**WHAT YOU HAVE TO DO**: Within the material below, find each line bearing the word "врачебная" and present it.

**DATA FOR THE TASK**:
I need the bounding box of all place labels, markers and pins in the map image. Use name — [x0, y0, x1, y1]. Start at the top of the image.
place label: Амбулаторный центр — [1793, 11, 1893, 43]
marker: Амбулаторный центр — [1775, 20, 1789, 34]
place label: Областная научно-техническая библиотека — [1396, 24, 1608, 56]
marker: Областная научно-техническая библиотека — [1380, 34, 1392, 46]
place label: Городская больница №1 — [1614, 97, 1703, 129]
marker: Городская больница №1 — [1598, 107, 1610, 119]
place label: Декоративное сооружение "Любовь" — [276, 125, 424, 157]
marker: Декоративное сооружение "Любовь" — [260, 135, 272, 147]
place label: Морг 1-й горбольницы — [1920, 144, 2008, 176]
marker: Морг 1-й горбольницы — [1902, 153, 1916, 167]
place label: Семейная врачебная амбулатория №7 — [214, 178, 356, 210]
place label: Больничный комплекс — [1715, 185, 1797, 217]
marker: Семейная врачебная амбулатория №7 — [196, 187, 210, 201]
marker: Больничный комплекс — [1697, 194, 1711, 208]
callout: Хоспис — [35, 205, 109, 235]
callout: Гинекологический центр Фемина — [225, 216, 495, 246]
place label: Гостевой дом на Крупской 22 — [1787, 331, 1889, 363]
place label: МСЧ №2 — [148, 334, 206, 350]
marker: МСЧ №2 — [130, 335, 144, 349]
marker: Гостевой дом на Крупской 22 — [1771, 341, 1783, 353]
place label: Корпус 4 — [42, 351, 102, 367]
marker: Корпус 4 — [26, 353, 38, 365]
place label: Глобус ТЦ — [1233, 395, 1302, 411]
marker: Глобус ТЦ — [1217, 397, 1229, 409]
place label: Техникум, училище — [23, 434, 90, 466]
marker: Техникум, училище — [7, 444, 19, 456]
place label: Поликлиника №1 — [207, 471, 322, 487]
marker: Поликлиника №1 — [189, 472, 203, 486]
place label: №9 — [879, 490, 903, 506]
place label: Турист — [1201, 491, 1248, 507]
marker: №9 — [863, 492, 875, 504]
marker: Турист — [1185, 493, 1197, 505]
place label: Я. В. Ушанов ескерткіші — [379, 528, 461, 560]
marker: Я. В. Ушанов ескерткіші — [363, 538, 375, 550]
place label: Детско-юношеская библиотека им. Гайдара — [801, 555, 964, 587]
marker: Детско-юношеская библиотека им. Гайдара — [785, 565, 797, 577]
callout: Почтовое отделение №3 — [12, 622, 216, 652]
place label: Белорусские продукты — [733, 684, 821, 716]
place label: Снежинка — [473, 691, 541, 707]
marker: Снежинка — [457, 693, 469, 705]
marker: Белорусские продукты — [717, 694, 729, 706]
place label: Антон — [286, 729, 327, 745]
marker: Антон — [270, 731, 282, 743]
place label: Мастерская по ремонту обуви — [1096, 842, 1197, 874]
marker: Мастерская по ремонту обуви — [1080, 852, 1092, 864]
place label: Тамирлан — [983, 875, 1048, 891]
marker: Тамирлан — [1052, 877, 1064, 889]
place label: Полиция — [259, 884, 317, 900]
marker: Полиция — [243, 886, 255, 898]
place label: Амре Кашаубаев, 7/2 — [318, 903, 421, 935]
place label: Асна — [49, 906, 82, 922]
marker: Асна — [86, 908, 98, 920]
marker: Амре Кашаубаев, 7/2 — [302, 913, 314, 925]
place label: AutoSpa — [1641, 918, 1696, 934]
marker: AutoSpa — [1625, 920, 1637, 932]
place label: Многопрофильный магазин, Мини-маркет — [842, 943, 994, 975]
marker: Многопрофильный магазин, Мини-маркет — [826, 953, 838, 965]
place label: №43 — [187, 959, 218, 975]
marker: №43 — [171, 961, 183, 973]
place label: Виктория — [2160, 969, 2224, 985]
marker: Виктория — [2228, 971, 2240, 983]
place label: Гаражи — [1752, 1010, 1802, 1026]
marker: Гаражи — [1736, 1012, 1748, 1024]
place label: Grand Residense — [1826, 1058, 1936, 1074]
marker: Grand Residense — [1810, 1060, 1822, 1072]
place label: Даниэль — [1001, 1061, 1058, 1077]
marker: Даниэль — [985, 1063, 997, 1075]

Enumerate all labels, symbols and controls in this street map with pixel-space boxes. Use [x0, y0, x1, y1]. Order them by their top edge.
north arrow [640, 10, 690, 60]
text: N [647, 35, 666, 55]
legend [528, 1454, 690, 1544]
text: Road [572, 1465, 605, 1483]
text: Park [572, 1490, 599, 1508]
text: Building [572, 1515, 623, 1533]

**SOLUTION FOR THIS PROBLEM**:
place label: Семейная врачебная амбулатория №7 — [214, 178, 356, 210]
marker: Семейная врачебная амбулатория №7 — [196, 187, 210, 201]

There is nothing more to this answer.